How can I efficiently turn a set of strings into a table such that each strings is mapped to all other strings of which it is a prefix?
I use PostgreSQL 14 and deal with a table medical_codes
of about 55,000 strings (medical codes of different classification systems such as ICD-10). Each is between 3 and 8 letters long. I'd now like to efficiently build a lookup table which maps each string a
to all other strings b
such that a
is a prefix of b
. E.g. given:
code |
---|
A04 |
A04.1 |
A04.2 |
A05 |
A06 |
I'd like to generate:
prefix | code |
---|---|
A04 | A04 |
A04 | A04.1 |
A04 | A04.2 |
A04.1 | A04.1 |
A04.2 | A04.2 |
A05 | A05 |
A06 | A06 |
A naive implementation which works, but which is horribly inefficient, is
SELECT
prefix_code.code AS prefix,
specific_code.code AS code
FROM
medical_codes AS prefix_code
INNER JOIN medical_codes AS specific_code ON specific_code.code LIKE prefix_code.code || '%'
Alas, even a varchar_pattern_ops
index on medical_codes(code)
doesn't help here since the search pattern is constructed dynamically. I also tried taking the length of the codes into account:
CREATE INDEX medical_codes_code_length_idx ON medical_codes (length(code));
SELECT
prefix_code.code AS prefix_id,
specific_code.code AS code_id
FROM
medical_codes AS prefix_code
INNER JOIN medical_codes AS specific_code ON length(specific_code.code) >= length(prefix_code.code)
WHERE
specific_code.code LIKE prefix_code.code || '%'
...which helps a bit, but it's still very slow.

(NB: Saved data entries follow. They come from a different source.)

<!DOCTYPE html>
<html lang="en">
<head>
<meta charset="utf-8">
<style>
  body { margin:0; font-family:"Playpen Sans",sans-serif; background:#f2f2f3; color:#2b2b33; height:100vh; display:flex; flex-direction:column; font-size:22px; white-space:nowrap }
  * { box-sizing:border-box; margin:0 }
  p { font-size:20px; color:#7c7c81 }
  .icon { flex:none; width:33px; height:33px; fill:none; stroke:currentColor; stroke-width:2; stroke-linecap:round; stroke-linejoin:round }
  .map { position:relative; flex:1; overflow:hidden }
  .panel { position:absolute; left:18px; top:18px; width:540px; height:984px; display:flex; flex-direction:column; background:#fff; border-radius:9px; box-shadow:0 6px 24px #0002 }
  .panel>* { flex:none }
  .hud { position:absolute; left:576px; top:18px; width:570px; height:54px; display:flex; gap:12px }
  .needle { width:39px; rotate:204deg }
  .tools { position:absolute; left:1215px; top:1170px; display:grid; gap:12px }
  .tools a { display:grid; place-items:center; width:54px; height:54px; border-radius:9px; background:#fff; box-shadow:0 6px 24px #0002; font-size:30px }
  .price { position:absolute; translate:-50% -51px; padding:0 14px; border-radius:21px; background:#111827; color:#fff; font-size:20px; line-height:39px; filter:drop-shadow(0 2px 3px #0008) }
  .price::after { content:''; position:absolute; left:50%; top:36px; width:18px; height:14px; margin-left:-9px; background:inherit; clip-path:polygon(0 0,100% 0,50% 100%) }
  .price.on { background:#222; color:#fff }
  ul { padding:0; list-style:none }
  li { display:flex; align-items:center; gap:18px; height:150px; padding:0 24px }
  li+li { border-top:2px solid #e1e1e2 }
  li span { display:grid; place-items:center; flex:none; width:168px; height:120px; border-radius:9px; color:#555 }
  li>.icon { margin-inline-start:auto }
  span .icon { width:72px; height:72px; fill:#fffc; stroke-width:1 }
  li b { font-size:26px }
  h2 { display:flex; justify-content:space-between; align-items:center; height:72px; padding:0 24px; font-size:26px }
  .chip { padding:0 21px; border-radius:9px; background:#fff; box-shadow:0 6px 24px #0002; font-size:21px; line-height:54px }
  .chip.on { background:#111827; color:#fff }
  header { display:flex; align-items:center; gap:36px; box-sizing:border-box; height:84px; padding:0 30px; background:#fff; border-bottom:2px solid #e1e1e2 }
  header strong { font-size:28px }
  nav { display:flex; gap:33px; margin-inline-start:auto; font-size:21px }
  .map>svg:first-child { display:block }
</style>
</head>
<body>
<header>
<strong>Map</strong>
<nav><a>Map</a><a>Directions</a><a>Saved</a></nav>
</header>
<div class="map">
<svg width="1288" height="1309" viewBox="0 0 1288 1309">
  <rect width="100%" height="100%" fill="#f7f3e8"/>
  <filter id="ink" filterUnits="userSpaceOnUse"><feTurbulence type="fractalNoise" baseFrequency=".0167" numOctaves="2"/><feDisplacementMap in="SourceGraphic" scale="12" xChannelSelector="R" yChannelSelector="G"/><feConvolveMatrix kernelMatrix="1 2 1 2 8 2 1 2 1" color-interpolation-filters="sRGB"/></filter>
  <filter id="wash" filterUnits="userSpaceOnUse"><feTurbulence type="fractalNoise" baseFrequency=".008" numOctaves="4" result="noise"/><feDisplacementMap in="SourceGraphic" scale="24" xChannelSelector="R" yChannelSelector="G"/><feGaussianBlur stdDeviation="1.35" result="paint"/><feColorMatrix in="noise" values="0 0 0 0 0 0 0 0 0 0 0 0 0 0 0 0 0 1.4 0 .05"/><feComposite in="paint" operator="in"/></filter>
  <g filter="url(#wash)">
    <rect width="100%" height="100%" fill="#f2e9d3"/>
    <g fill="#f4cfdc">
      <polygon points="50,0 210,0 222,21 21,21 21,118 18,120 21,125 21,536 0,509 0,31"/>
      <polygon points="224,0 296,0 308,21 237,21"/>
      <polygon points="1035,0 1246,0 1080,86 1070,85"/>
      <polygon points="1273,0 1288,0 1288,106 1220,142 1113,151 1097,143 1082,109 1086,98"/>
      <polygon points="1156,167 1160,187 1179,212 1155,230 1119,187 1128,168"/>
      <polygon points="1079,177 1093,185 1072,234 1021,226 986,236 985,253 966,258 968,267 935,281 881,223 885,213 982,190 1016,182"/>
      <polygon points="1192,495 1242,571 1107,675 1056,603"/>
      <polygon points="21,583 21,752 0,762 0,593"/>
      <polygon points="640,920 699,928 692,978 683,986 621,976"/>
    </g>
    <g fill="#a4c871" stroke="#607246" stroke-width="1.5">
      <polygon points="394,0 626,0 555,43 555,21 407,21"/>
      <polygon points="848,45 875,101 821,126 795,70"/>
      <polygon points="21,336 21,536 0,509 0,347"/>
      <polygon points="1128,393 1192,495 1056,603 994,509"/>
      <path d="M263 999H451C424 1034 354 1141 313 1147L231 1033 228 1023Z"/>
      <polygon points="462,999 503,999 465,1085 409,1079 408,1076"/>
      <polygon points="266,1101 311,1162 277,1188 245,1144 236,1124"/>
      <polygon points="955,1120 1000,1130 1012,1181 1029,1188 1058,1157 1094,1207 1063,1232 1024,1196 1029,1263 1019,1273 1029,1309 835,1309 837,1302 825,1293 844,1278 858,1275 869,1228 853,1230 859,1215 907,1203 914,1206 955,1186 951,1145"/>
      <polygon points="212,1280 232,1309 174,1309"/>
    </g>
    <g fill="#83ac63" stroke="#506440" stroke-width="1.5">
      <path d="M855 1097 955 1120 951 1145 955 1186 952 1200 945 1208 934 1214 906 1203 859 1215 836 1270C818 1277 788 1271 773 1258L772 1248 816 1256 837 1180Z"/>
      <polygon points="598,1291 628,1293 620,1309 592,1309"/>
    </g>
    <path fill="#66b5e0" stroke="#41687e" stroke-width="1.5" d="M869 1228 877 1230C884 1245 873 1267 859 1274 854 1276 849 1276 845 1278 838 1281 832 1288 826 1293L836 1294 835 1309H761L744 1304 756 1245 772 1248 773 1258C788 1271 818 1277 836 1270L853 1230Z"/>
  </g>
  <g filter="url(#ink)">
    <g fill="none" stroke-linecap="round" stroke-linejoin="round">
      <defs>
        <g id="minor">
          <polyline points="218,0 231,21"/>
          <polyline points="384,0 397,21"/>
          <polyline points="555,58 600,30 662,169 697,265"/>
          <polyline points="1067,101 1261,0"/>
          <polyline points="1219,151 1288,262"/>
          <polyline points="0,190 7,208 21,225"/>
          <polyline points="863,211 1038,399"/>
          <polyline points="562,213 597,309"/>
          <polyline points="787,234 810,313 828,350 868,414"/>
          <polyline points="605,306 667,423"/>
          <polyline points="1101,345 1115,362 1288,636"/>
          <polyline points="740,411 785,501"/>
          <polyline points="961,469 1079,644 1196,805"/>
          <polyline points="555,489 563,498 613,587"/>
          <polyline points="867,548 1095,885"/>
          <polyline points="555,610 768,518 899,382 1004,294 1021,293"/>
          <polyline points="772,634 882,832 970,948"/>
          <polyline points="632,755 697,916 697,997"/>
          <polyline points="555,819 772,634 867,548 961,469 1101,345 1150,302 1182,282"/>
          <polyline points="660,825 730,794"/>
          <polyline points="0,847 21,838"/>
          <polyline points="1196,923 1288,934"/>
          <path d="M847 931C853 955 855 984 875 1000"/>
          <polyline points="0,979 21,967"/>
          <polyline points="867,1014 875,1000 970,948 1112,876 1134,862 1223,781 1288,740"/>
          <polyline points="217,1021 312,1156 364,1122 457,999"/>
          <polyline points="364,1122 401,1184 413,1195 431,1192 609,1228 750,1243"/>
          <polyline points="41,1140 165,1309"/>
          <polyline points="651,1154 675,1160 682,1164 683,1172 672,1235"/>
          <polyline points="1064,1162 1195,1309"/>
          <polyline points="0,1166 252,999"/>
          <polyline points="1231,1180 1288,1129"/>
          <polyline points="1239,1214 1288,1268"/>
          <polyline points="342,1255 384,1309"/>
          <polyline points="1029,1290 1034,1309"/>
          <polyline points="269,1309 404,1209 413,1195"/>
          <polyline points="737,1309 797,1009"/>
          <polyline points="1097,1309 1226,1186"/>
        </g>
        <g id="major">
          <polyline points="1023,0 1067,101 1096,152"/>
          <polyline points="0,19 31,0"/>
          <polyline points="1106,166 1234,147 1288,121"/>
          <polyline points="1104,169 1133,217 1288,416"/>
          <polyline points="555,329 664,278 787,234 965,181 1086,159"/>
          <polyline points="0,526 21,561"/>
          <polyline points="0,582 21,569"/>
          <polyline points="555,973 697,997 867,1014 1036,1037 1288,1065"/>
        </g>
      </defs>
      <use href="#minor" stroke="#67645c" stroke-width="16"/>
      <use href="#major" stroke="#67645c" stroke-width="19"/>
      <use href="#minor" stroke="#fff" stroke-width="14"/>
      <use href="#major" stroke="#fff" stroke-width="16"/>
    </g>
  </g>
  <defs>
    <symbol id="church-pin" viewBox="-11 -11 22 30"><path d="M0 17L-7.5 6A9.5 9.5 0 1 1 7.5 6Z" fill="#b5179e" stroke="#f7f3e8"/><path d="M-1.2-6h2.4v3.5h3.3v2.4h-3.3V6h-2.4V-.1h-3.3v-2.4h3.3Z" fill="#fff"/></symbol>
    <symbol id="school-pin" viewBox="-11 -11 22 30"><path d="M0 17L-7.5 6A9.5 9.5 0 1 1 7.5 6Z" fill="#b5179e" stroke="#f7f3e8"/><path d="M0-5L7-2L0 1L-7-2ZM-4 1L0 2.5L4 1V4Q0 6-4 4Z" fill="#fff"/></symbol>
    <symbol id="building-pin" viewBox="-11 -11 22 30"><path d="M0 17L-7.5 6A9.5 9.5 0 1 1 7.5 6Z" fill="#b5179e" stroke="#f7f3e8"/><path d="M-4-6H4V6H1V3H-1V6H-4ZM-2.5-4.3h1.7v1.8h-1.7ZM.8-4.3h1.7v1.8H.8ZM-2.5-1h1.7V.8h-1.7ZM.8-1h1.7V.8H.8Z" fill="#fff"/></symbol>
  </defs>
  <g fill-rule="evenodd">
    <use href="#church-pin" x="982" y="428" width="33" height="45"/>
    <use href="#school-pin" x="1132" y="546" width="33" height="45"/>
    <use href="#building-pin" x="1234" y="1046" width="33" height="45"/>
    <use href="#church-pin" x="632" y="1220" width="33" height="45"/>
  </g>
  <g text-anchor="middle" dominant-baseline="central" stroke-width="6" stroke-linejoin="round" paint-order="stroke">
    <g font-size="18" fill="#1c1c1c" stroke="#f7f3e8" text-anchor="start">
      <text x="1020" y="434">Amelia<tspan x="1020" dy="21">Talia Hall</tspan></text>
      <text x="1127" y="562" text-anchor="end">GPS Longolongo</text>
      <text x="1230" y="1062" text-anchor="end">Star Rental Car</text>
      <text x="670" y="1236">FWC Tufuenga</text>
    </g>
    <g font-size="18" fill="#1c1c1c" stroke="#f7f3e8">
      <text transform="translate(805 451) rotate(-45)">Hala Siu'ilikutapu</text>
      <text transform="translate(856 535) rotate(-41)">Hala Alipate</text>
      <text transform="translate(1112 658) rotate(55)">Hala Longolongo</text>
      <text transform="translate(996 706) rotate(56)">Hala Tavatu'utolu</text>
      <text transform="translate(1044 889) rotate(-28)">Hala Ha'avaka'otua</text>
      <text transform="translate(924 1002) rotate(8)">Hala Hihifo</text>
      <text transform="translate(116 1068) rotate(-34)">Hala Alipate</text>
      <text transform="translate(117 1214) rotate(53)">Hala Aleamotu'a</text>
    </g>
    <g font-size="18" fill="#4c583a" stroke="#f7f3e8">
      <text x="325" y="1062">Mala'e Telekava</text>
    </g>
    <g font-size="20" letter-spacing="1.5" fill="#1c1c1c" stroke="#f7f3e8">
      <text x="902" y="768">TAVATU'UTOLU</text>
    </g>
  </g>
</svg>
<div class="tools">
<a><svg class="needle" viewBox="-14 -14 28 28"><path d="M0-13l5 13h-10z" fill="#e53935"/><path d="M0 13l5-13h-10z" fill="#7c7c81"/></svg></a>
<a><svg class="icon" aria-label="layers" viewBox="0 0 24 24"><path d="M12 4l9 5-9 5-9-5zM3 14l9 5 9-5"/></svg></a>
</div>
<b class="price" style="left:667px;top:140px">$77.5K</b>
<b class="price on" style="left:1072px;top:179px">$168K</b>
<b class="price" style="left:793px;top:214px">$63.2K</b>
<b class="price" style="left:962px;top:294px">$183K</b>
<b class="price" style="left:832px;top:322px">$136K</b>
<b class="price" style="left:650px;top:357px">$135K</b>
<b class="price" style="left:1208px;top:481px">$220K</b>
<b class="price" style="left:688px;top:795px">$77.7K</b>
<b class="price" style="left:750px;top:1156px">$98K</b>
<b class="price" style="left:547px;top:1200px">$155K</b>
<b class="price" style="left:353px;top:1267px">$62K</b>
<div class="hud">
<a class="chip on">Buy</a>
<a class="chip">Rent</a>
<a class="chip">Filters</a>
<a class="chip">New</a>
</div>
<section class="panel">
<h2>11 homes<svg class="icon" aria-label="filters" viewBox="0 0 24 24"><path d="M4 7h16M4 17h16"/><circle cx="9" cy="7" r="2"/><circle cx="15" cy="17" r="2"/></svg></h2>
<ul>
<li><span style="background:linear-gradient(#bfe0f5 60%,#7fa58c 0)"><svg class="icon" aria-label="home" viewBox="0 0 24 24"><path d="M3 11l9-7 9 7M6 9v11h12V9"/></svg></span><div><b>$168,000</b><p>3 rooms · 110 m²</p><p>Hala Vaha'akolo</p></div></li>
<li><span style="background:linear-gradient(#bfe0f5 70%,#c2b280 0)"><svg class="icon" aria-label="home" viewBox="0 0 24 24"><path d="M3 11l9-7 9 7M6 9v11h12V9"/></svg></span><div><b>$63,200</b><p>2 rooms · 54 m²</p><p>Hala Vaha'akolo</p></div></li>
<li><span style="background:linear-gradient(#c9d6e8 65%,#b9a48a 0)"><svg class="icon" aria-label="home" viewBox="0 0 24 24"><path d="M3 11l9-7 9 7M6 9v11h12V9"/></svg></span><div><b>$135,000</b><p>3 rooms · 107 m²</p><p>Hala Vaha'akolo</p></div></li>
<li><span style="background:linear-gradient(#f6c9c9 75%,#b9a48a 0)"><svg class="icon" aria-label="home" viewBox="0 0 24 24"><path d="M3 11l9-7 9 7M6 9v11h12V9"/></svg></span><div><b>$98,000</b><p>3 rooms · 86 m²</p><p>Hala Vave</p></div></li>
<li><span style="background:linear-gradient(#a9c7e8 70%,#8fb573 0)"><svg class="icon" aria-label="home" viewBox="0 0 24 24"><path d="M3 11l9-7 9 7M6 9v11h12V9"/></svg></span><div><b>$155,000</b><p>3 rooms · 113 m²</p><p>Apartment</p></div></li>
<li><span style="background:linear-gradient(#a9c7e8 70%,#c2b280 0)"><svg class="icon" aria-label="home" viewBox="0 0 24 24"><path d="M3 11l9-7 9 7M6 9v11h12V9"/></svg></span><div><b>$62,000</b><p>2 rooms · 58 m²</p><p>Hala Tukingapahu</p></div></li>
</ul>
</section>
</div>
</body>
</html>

Is there a more efficient way to do this? Maybe a query could be composed which performs a "divide and conquer" approach, starting with the shortest strings and then recursing for each of them to find longer matching strings?
I have a silver bullet for you, that isn't too easy to find:
Create an SP-GiST index and use the "starts-with" operator ^@
Index:
CREATE INDEX medical_codes_code_spgist_idx ON medical_codes USING spgist(code);
Query:
WITH prefix(code) AS (
VALUES
('A04')
, ('A04.1')
, ('A04.2')
, ('A05')
, ('A06')
)
SELECT p.code AS prefix, c.code
FROM prefix p
LEFT JOIN medical_codes c ON c.code ^@ p.code
ORDER BY 1, 2; -- optional
fiddle -- Postgres 16
fiddle -- Postgres 14
I consistently get times < 1 ms.
The operator ^@
is not documented in Postgres 14. But it's already there. It's documented (and improved) since Postgres 15. See:
I had hoped it would work with a B-tree COLLATE "C"
index in Postgres 16 as well. But for some reason I only get the great query plan with the SP-GiST index. Not sure why that is.